Persistent Data Storage: This is where the actual data for your tables, materialized views, and the state of stream processing operations are stored. It uses an efficient LSM tree format and resides in a cloud object storage service like AWS S3.
Metadata Storage (Meta Store): This is where all the information about the data and the system itself is kept.

The meta store is responsible for:

Catalog and User Information: Details about databases, tables, users, and their permissions.
LSM Tree Metadata: Information about the structure and organization of the data in the persistent data storage.
Streaming Task Topology: A map of all the active stream processing tasks and how they are distributed across the compute nodes.

RisingWave’s meta server directly interacts with the meta store to manage essential functions such as:

Metadata Management: Creating, updating, and deleting objects within RisingWave.
Scheduling: Dynamically allocating resources and managing the execution of stream processing tasks on compute nodes.
Checkpoint Management: Ensuring data durability and enabling recovery from failures.
LSM Tree Maintenance: Optimizing data storage by scheduling and executing compaction tasks.

As we scaled, it became clear that the meta store's performance was crucial, and our initial choice of etcd started to show its limitations.

The etcd Era: Initial Success and Emerging Pains

Initially, RisingWave used etcd, a popular distributed key-value store, as its meta store. etcd was a good starting point because it's reliable, provides high availability, and supports transactions. However, as RisingWave gained adoption and users started deploying larger, more complex clusters, we began to encounter limitations with etcd.

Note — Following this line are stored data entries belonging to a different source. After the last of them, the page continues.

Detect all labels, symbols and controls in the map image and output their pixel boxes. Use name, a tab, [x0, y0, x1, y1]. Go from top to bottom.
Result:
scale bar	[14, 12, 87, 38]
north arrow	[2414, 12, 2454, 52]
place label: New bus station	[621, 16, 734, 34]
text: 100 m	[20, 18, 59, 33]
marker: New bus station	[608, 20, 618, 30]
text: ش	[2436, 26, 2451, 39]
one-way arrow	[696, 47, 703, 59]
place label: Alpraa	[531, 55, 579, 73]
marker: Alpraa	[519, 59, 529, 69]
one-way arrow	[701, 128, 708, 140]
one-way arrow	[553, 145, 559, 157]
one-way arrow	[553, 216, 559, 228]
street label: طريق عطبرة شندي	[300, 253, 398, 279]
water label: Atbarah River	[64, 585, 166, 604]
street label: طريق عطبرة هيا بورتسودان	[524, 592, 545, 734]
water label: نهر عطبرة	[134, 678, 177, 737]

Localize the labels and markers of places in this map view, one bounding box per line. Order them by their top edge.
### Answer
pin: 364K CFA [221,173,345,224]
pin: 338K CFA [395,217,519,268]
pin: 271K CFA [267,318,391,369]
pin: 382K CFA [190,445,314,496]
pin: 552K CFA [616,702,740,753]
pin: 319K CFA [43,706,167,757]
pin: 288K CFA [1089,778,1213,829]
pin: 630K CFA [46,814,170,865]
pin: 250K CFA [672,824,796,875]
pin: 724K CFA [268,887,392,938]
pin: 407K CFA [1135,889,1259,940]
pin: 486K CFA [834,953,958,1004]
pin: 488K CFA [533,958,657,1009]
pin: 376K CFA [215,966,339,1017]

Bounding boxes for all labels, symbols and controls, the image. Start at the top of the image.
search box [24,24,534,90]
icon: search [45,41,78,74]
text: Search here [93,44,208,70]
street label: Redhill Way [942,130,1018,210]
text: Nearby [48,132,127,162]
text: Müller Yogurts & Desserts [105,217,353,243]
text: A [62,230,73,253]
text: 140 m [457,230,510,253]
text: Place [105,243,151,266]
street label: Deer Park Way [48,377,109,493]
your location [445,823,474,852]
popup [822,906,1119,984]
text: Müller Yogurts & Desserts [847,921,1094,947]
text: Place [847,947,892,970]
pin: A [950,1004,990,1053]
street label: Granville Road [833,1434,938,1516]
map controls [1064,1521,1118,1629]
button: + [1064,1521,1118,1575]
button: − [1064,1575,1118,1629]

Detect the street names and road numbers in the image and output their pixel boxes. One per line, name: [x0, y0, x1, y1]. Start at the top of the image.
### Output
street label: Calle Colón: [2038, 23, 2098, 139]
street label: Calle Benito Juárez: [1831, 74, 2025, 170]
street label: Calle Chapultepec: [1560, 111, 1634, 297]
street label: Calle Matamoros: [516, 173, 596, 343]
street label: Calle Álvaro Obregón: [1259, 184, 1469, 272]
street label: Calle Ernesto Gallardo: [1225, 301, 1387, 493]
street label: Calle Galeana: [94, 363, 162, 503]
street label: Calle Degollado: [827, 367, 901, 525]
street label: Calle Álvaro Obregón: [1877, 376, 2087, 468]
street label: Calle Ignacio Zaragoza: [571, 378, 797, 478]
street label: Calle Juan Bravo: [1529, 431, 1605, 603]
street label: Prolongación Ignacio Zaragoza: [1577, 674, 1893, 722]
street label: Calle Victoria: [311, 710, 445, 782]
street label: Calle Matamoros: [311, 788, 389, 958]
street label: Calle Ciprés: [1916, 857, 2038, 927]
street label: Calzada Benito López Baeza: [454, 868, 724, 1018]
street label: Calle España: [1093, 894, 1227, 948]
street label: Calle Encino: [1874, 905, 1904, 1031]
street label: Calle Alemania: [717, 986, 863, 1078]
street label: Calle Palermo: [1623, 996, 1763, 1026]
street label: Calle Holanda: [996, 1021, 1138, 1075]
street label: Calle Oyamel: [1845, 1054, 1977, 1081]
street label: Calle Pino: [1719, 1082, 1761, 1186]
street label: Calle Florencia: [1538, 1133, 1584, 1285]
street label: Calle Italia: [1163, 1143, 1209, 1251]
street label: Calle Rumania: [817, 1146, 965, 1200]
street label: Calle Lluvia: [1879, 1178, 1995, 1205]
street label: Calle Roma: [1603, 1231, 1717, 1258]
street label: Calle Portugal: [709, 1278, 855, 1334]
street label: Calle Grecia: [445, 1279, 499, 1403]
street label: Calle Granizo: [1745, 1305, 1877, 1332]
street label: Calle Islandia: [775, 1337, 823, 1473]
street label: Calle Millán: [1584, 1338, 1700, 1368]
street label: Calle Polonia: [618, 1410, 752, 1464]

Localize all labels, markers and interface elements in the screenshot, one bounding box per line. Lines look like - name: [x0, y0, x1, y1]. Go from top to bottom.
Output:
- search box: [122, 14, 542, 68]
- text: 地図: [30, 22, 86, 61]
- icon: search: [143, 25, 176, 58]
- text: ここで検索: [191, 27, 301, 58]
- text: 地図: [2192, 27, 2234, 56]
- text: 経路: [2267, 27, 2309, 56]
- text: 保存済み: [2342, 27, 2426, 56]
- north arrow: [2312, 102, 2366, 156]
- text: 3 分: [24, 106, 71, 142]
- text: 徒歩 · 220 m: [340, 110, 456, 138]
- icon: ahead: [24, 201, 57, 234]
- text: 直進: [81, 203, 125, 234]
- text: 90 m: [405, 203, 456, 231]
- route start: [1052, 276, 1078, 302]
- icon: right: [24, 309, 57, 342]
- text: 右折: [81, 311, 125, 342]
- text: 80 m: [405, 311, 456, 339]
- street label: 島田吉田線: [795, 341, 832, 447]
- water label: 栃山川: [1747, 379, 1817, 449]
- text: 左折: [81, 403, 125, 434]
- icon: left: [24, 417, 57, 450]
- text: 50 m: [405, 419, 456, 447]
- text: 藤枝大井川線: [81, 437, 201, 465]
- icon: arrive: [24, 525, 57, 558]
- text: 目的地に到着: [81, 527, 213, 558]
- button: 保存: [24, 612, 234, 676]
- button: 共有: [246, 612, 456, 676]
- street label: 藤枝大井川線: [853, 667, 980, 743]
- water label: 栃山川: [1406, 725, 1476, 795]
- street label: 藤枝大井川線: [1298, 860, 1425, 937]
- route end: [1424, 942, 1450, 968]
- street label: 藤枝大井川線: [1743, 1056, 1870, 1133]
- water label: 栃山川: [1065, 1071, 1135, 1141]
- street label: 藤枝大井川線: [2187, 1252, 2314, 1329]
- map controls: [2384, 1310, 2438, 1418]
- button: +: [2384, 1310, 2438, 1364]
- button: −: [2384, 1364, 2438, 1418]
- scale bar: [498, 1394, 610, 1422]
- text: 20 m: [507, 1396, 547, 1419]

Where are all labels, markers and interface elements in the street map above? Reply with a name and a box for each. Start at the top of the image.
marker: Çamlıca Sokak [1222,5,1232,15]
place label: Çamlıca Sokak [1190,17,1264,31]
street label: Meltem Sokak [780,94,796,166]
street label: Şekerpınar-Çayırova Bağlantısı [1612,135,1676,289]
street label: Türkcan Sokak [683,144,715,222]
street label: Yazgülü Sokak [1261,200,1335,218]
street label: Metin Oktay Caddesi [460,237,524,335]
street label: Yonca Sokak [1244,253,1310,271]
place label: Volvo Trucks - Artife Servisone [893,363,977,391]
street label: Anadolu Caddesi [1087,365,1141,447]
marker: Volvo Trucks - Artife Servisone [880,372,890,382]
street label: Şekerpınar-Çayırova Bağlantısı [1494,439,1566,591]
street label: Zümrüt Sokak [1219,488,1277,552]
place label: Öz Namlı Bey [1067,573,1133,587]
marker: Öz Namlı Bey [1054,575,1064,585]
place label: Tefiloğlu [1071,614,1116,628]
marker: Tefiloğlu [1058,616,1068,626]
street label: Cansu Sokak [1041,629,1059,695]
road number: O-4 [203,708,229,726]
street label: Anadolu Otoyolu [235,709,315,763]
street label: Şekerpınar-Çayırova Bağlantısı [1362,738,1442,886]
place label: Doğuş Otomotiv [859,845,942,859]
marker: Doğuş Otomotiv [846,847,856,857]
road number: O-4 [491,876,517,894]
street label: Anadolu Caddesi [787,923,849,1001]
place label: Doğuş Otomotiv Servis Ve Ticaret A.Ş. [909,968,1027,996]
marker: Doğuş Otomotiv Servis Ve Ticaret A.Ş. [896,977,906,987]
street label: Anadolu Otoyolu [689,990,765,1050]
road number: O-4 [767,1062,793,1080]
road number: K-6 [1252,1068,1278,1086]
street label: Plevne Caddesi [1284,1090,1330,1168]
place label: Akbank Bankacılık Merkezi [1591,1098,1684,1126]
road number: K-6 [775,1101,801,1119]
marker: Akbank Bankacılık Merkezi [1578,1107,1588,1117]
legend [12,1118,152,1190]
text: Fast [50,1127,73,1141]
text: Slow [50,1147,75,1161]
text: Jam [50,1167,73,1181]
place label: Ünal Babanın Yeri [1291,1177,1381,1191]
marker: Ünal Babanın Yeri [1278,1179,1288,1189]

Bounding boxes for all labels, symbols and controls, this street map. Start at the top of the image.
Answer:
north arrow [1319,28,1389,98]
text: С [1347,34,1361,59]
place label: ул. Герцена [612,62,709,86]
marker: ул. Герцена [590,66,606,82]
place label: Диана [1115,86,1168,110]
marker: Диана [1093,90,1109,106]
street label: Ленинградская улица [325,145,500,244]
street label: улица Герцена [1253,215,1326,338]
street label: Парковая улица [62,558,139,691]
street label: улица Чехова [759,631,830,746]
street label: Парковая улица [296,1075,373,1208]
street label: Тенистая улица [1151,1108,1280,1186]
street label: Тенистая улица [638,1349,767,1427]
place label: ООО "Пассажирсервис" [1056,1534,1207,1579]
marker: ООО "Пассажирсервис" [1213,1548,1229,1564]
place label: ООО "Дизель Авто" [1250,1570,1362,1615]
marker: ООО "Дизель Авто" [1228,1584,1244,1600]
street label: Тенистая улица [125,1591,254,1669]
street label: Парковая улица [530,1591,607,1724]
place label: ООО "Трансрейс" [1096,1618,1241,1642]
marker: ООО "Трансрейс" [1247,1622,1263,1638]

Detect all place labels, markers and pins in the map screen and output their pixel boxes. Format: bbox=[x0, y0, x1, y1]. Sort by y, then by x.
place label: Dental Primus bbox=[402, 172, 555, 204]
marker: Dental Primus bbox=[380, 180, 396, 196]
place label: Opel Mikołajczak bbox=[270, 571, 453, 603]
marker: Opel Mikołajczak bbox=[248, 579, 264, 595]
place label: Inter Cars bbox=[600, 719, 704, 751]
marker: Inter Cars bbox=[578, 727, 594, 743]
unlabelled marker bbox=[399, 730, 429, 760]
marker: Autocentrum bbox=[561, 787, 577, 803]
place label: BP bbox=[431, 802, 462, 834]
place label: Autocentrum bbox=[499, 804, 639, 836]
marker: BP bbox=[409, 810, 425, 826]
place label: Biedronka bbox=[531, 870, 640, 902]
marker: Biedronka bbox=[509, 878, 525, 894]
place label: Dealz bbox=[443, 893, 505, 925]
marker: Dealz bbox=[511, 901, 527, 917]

Development Bottlenecks and the Cache Conundrum

etcd's simple key-value model presented significant challenges for our developers. For complex queries such as checking for circular dependencies in stream processing graphs, developers need to choose between:

A: Use multiple round trips to etcd, which degrades performance;
B: Implement a complex in-memory cache to mitigate performance issues, which introduces new challenges, such as maintaining consistency between the cache and etcd, leading to frustrating bugs and increased memory usage. We chose the latter approach, thus having to deal with the complexity and reliability challenges.

How to handle complex queries when etcd is used

The Cloud-Native Nightmare: Managing etcd at Scale

Managing etcd in cloud environments turned into a deployment and management nightmare. There is no managed etcd service offered by major cloud providers, so we had to deploy and manage it ourselves. etcd is primarily designed for bare-metal deployments, and its performance often suffered in cloud environments due to the relatively slower disk performance compared to on-premise setups.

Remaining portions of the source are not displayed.